Written by Sarah Rutledge, Leadership Giving Assistant at School of the Art Institute of Chicago.
Edited by Sarah Anne Rathbone, Director of Development at DePaul University.
November 3, 2011 Chicago – The 2011 Philanthropy Forecast hosted by the Development Leadership Consortium (DLC) was held Friday, October 21, at the Museum of Contemporary Art. The DLC is a volunteer run professional development organization that mentors new fundraising professionals and engages them throughout their careers. Every other year the DLC hosts a Forecast, bringing together a panel of experts in philanthropy, economics, and fundraising to discuss trends that will shape our industry in the near future.
This year’s event was attended by nearly 200 fundraising and philanthropy professionals. The topic Measurement or Myth: Accountability in Fundraising explored the benefits and shortcomings of outcome-based assessment though a lively discussion with Jason Saul, CEO of Mission Measurement LLC, and Adele Simmons, Vice-Chair and Senior Executive at Chicago Metropolis 2020, moderated by Jamie Phillippe of the Chicago Community Trust.
The conversation began with Mr. Saul’s assertion that there has been a drastic shift in donor motivation. He argues that funders, whether they are corporations, foundations or individuals, no longer want to simply give money to charity, they want to achieve social impact and see real economic value in their investment.
Measurement is therefore increasingly important. Non-profit organizations can no longer just have programs; those programs must produce outcomes. In order for non-profits to make a compelling case for support to donors, they must be able to demonstrate the real economic and social impact of their programs. Mr. Saul suggested that non-profits begin to think more like businesses and treat donors like “customers” seeking to purchase social impact.
Presenting the counterpoint, Ms. Simmons pointed out that though data is important, there are dangers in focusing too much on outcomes-based measurement. First, not all outcomes can be measured. Not only that, but sometimes measurements can be misleading. It may be that one is measuring the wrong thing. A program designed to achieve a certain result, but which ends up having a different, positive social impact may be cut because it failed to have the proposed effect.
Further, the focus on measurement often forces charities to pursue only those programs that produce measurable results in a relatively short period. Not all successful programs lend themselves to short- or medium-term measurement. Big change often happens slowly. Large national foundations recognize this and are more willing to take a risk by investing in transformational programs that can’t or won’t produce short-term measurable results. Therefore, Ms. Simmons warned against relying too heavily on measurement in determining success and advised charities not to throw out time-tested methods of evaluation.

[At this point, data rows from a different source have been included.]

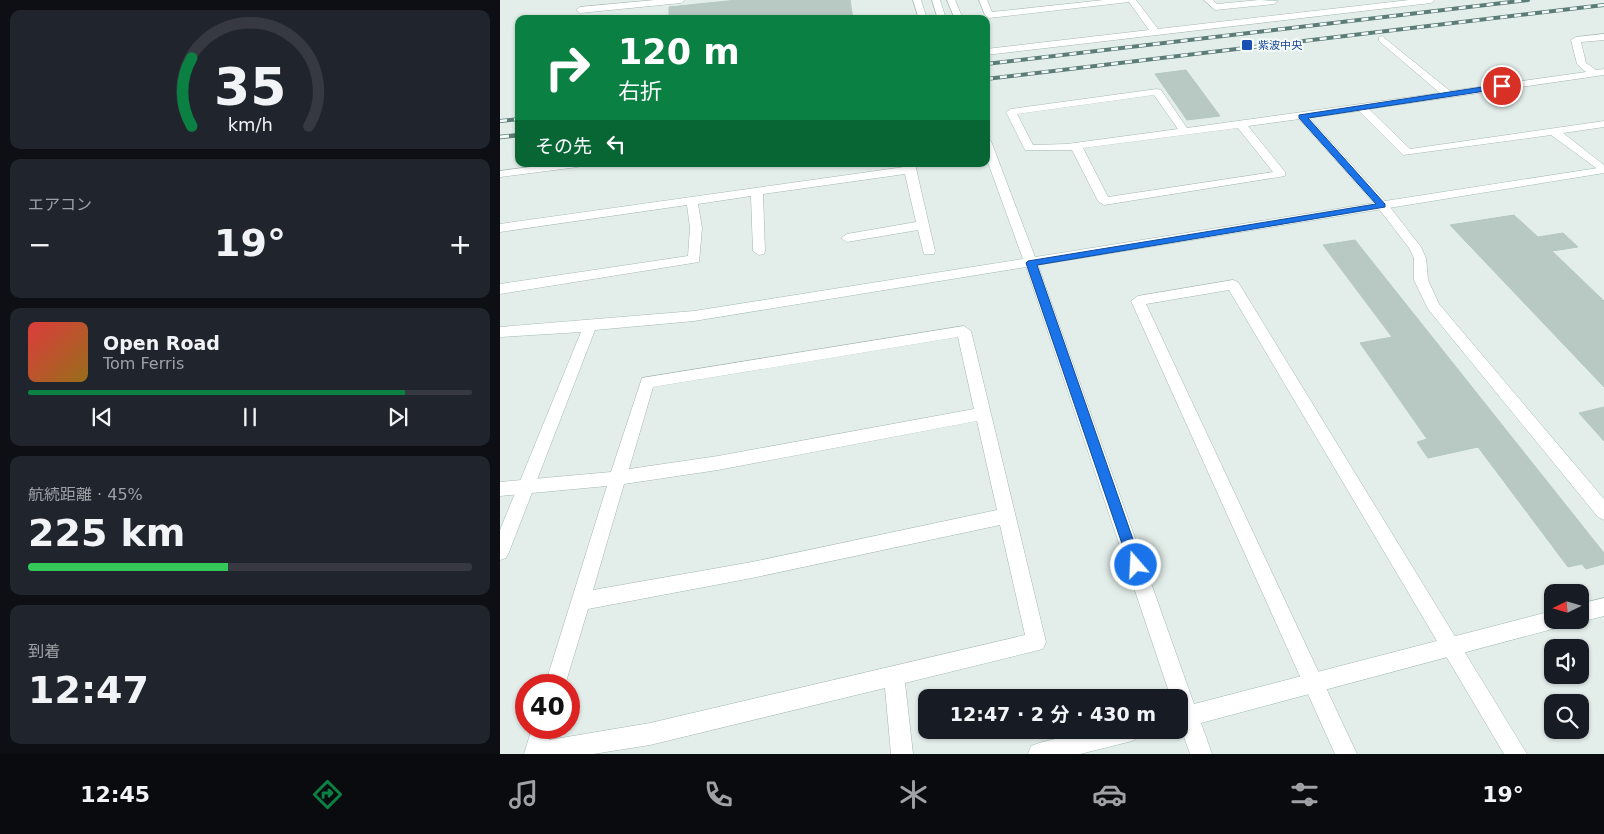 <!DOCTYPE html>
<html lang="ja">
<head>
<meta charset="utf-8">
<style>
	body { margin:0; font-family:"DejaVu Sans","Noto Sans JP",sans-serif; background:#20242c; color:#f1f3f6; height:100vh; display:flex; flex-direction:column; font-size:19px; white-space:nowrap }
	* { box-sizing:border-box; margin:0 }
	p { font-size:16px; color:#9ea1a6 }
	.icon { flex:none; width:28px; height:28px; fill:none; stroke:currentColor; stroke-width:2; stroke-linecap:round; stroke-linejoin:round }
	.map { position:relative; flex:1; overflow:hidden }
	.side { display:flex; flex-direction:column; gap:10px; padding:10px; background:#0d0f14; width:500px }
	.side>* { flex:none }
	.top-card { position:absolute; left:15px; top:15px; width:475px; height:152px; border-radius:10px; box-shadow:0 1px 4px #0004; background:#0b8043; color:#fff; overflow:hidden }
	.needle { width:32px; rotate:265deg }
	.tools { position:absolute; left:1044px; top:584px; display:grid; gap:10px }
	.tools a { display:grid; place-items:center; width:45px; height:45px; border-radius:10px; background:#171b24; box-shadow:0 1px 4px #0004; font-size:25px }
	.speed { position:absolute; left:15px; top:674px; display:flex; gap:10px; font-size:25px; font-weight:700; text-align:center }
	.speed>* { display:grid; place-content:center; width:65px; height:65px; border-radius:50%; background:#171b24; box-shadow:0 1px 4px #0004; line-height:1 }
	.speed .limit { border:8px solid #d22; background:#fff; color:#111 }
	.pin { position:absolute; display:grid; place-items:center; width:42px; height:42px; color:#fff; margin:-21px; border:2px solid #fff; border-radius:50%; box-shadow:0 1px 5px #0007 }
	.me { position:absolute; width:55px; margin:-28px; rotate:341deg; stroke-linejoin:round; filter:drop-shadow(0 0 4px #0008) }
	.turn { display:flex; align-items:center; gap:18px; height:105px; padding:0 20px; font-size:22px }
	.turn .icon { width:65px; height:65px; stroke-width:2.5 }
	.turn b { display:block; font-size:35px; line-height:42px }
	.then { display:flex; align-items:center; height:48px; padding:0 20px; background:#0003; gap:10px; font-size:19px }
	.big { font-size:38px; font-weight:700; line-height:1.1 }
	.side .widget { flex:1; display:flex; flex-direction:column; justify-content:center; gap:8px; min-width:0; padding:0 18px; border-radius:10px; background:#20242c }
	.side .dial { align-items:center; gap:0 }
	.dial svg { height:130px; overflow:visible; fill:none; stroke:#363941; stroke-width:7; stroke-linecap:round; text-anchor:middle }
	.dial text { fill:#f1f3f6; stroke:none }
	.song { display:flex; align-items:center; gap:15px }
	.cover { width:60px; height:60px; border-radius:8px; background:linear-gradient(135deg,hsl(0 70% 55%),hsl(40 70% 35%)) }
	.played { height:5px; border-radius:2px; background:linear-gradient(90deg,#0b8043 85%,#363941 85%) }
	.keys { display:flex; justify-content:space-around; direction:ltr }
	.heat { display:flex; justify-content:space-between; align-items:center; font-size:28px; direction:ltr }
	.charge { height:8px; border-radius:4px; background:linear-gradient(90deg,#34c759 45%,#363941 0) }
	.trip { position:absolute; left:418px; top:689px; width:270px; height:50px; border-radius:10px; background:#171b24; box-shadow:0 1px 4px #0004; font-weight:700; line-height:50px; text-align:center }
	.menu { display:flex; height:80px; justify-content:space-around; align-items:center; background:#090b0e; color:#9ea1a6 }
	.menu .icon { width:35px; height:35px }
	.menu .selected { color:#0b8043 }
	.menu b { font-size:22px; color:#f1f3f6 }
	main { display:flex; flex:1; min-height:0 }
	.map>svg:first-child { display:block }
	.building { fill:#b8c9c4; stroke:#b5c8c2 }
	.lines { fill:none; stroke-linecap:round; stroke-linejoin:round }
	.street-casing { stroke:#a5b7b2; stroke-width:1 }
	.secondary-casing { stroke:#a0bab4; stroke-width:1 }
	.street { fill:#fff; fill-rule:evenodd }
	.secondary { fill:#fff; fill-rule:evenodd }
	.rail-far1-casing { stroke:#5c7c77; stroke-width:4 }
	.rail-casing { stroke:#5c7c77; stroke-width:4.5 }
	.rail-far1 { stroke:#f4faf8; stroke-width:2.5; stroke-dasharray:7; stroke-linecap:butt }
	.rail { stroke:#f4faf8; stroke-width:3; stroke-dasharray:9; stroke-linecap:butt }
	.route { fill:#1a73e8; stroke:#114b97 }
	.transit-dot { fill:#1a4fb4; stroke:#f4faf8; stroke-width:2 }
	.labels { text-anchor:middle; stroke-width:4; stroke-linejoin:round; paint-order:stroke }
	.far-transit-label { font-size:11px; fill:#164399; stroke:#f4faf8; text-anchor:start }
</style>
</head>
<body>
<main>
<section class="side">
<div class="widget dial"><svg viewBox="0 0 100 80">
<path d="M14 69A42 42 0 1 1 86 69"/>
<path d="M14 69A42 42 0 0 1 14 27" stroke="#0b8043"/>
<text x="50" y="56" font-size="32" font-weight="700">35</text>
<text x="50" y="72" font-size="11">km/h</text>
</svg></div>
<div class="widget"><p>エアコン</p>
<div class="heat"><a>−</a><b class="big">19°</b><a>+</a></div>
</div>
<div class="widget">
<div class="song"><i class="cover"></i><div><b>Open Road</b><p>Tom Ferris</p></div></div>
<div class="played"></div>
<div class="keys"><svg class="icon" aria-label="previous" viewBox="0 0 24 24"><path d="M18 5L8 12l10 7zM5 5v14"/></svg><svg class="icon" aria-label="pause" viewBox="0 0 24 24"><path d="M8 5v14M16 5v14"/></svg><svg class="icon" aria-label="next" viewBox="0 0 24 24"><path d="M6 5l10 7-10 7zM19 5v14"/></svg></div>
</div>
<div class="widget"><p>航続距離 · 45%</p><b class="big">225 km</b><div class="charge"></div></div>
<div class="widget"><p>到着</p><b class="big">12:47</b></div>
</section>
<div class="map">
<svg width="1104" height="754" viewBox="0 0 1104 754">
	<rect width="100%" height="100%" fill="#e3eeea"/>
	<path class="building" d="M237,0h113l3,19h-184v-12z
		M686,70l34,46 -33,4 -32,-46z
		M1014,215l24,22 25,-4 15,14 -26,4 52,50v86l-154,-162z
		M855,240l249,313v11l-18,5 -4,-5 -14,3 -90,-120 -50,11 -11,-16 10,-3 -67,-96 32,-6 -69,-92z
		M1104,407v34l-25,-28z"/>
	<g class="lines">
		<g class="street-casing">
			<path id="street" d="M155,0h30l-4,3 -101,10 -4,-3 4,-3z
				M413,0h8l6,19h-8z
				M447,0h8l8,19h-8z
				M479,0h8l5,12 112,-12h32l22,29 251,-29h26l-4,3 -445,52v-6l163,-19 -20,-28 -140,16 -4,-3z
				M704,0h9l4,4 42,-4 19,1 -4,3 -59,6z
				M1104,34v6l-23,2 5,21 10,7 8,-1v6l-235,34 41,40 194,-28v6l-41,6 41,32 -1,8 -52,-38 -148,20 -44,-44 -111,15 37,46v4l-181,29 -6,-4 -26,-51h-47l-19,-38 5,-3 146,-20 4,1 26,38 253,-35 -61,-52v-4l3,-1 68,55 136,-19 -9,-8 -6,-24 5,-3zM654,95l24,34 -111,15 -34,1 -16,-31zM738,128l35,44 -165,25 -25,-49z
				M53,164h31l-6,3 -78,10v-6z
				M404,164h11l20,87 -1,3h-10l-6,-24 -71,12 -6,-4 6,-4 69,-12 -11,-48 -142,20 2,57 -1,3 -5,1 -6,-4 -2,-55 -53,8 4,24 -3,34 -199,32v-10l188,-28 2,-28 -3,-23 -187,27v-8l404,-57z
				M882,201l4,1 35,45 5,11 2,22 11,24 165,195v21l-6,-3 -170,-208 -14,-29v-22l-5,-10 -33,-43z
				M733,280l5,2 289,472h-23l-275,-464 -83,14 211,450h-22l-204,-453 7,-5z
				M464,326l7,5 75,311 -3,7 -138,34 8,71h-22l-6,-66 -235,57 -57,9h-69l8,-26h20l-3,12 101,-17 375,-88 -25,-110 -248,53 -164,31 -23,76h-20l62,-199 -107,10v-14l111,-10 31,-94zM458,337l16,72 -256,47 -89,13 24,-82zM477,421l20,89 -245,52 -159,28 31,-106 94,-14z"/>
		</g>
		<g class="secondary-casing">
			<path id="secondary" d="M432,0h8l6,19h-8z
				M802,113l4,1 79,87 219,-34v6l-566,92 156,439 358,-93v9h11l-3,7 -359,96 11,31h-22l-9,-26h-2v-30h-8l-145,-431 -332,54 -99,9 -86,222 -3,6 -6,2v-30l81,-198 -81,5v-10l194,-16 329,-52 -37,-102v-19l5,3 44,116 339,-54 -76,-85 -1,-2z
				M1104,598v18l-24,6 -5,-2h5v-16z
				M591,730h52l-4,7 -7,4 -52,13h-52l3,-8 8,-3z"/>
		</g>
		<use href="#street" class="street"/>
		<use href="#secondary" class="secondary"/>
		<g class="rail-far1-casing">
			<path id="rail-far1" d="M486,64l542,-64
				M486,79l618,-74
				M0,121l19,-2"/>
		</g>
		<g class="rail-casing">
			<path id="rail" d="M0,137l19,-2"/>
		</g>
		<use href="#rail-far1" class="rail-far1"/>
		<use href="#rail" class="rail"/>
	</g>
	<path class="route" d="M1002,84l4,2 -1,2 -197,30 77,86v3l-348,58 105,300 -2,5 -4,2 -5,-2 -105,-307 2,-2 348,-57 -77,-86v-3z"/>
	<rect class="transit-dot" x="741" y="39" width="12" height="12" rx="2.5"/>
	<g class="labels">
		<g class="far-transit-label">
			<text x="758" y="49">紫波中央</text>
		</g>
	</g>
</svg>
<div class="tools">
<a><svg class="needle" viewBox="-14 -14 28 28"><path d="M0-13l5 13h-10z" fill="#e53935"/><path d="M0 13l5-13h-10z" fill="#9ea1a6"/></svg></a>
<a><svg class="icon" aria-label="sound" viewBox="0 0 24 24"><path d="M4 9h4l5-4v14l-5-4H4zM17 9q2 3 0 6"/></svg></a>
<a><svg class="icon" aria-label="search" viewBox="0 0 24 24"><circle cx="10" cy="10" r="6"/><path d="M15 15l6 6"/></svg></a>
</div>
<div class="speed"><div class="limit">40</div></div>
<div class="pin" style="left:1002px;top:86px;background:#d93025"><svg class="icon" aria-label="arrive" viewBox="0 0 24 24"><path d="M6 21V4h12l-3 4 3 4H6"/></svg></div>
<svg class="me" style="left:636px;top:565px" viewBox="-20 -20 40 40"><circle r="17" fill="#1a73e8" stroke="#fff" stroke-width="3"/><path d="M0-11L8 9 0 5-8 9z" fill="#fff"/></svg>
<div class="trip">12:47 · 2 分 · 430 m</div>
<div class="top-card">
<div class="turn"><svg class="icon" aria-label="right" viewBox="0 0 24 24"><path d="M7 20v-9h11M14 6l5 5-5 5"/></svg><div><b>120 m</b>右折</div></div>
<div class="then">その先<svg class="icon" aria-label="left" viewBox="0 0 24 24"><path d="M17 20v-9H6M10 6l-5 5 5 5"/></svg></div>
</div>
</div>
</main>
<nav class="menu">
<b>12:45</b>
<svg class="icon selected" aria-label="directions" viewBox="0 0 24 24"><path d="M12 3l9 9-9 9-9-9zM9 14v-3h6M13 9l2 2-2 2"/></svg>
<svg class="icon" aria-label="music" viewBox="0 0 24 24"><path d="M9 18V5l10-2v13"/><circle cx="6" cy="18" r="3"/><circle cx="16" cy="16" r="3"/></svg>
<svg class="icon" aria-label="phone" viewBox="0 0 24 24"><path d="M5 4h4l2 5-3 2q2 4 5 5l2-3 5 2v4C11 20 4 13 5 4z"/></svg>
<svg class="icon" aria-label="climate" viewBox="0 0 24 24"><path d="M12 3v18M4 7l16 10M4 17L20 7"/></svg>
<svg class="icon" aria-label="car" viewBox="0 0 24 24"><path d="M5 17H2v-5l4-1 3-4h7l3 4 3 1v5h-3M9 17h6M6 11h13"/><circle cx="7" cy="17" r="2"/><circle cx="17" cy="17" r="2"/></svg>
<svg class="icon" aria-label="filters" viewBox="0 0 24 24"><path d="M4 7h16M4 17h16"/><circle cx="9" cy="7" r="2"/><circle cx="15" cy="17" r="2"/></svg>
<b>19°</b>
</nav>
</body>
</html>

While there are hazards in relying too heavily on data alone, measurement is an increasingly vital tool in building a charity’s case for support. However, charities must do more than just measure outcomes; they must market those outcomes to the right donors in a meaningful and convincing way. Fundraisers need to be innovative in combining conventional wisdom with outcomes-based measurement in a way that appeals to donors’ need to see real economic value and demonstrated social impact.
Again, this year’s Philanthropy Forecast provided participants with an insightful look at trends in the fundraising field. The DLC is grateful to program organizers and our generous sponsors including: Event Sponsor the Museum of Contemporary Art, and Friends of the Forecast The Lloyd A. Fry Foundation and Ter Molen, Watkins & Brandt LLC.
For more information about the DLC and its programs please visit www.chicagodlc.org
Jason Saul is CEO of Mission Measurement, LLC, a social impact consulting firm that uses an outcomes-based approach to help corporations, nonprofits and government agencies improve the results of their social initiatives.
Adele Simmons, former President of the John D. and Catherine T. MacArthur Foundation, is now Vice-Chair and Senior Executive at Chicago Metropolis 2020 where she focuses on early childhood education and developing a Climate Action Plan for the city of Chicago.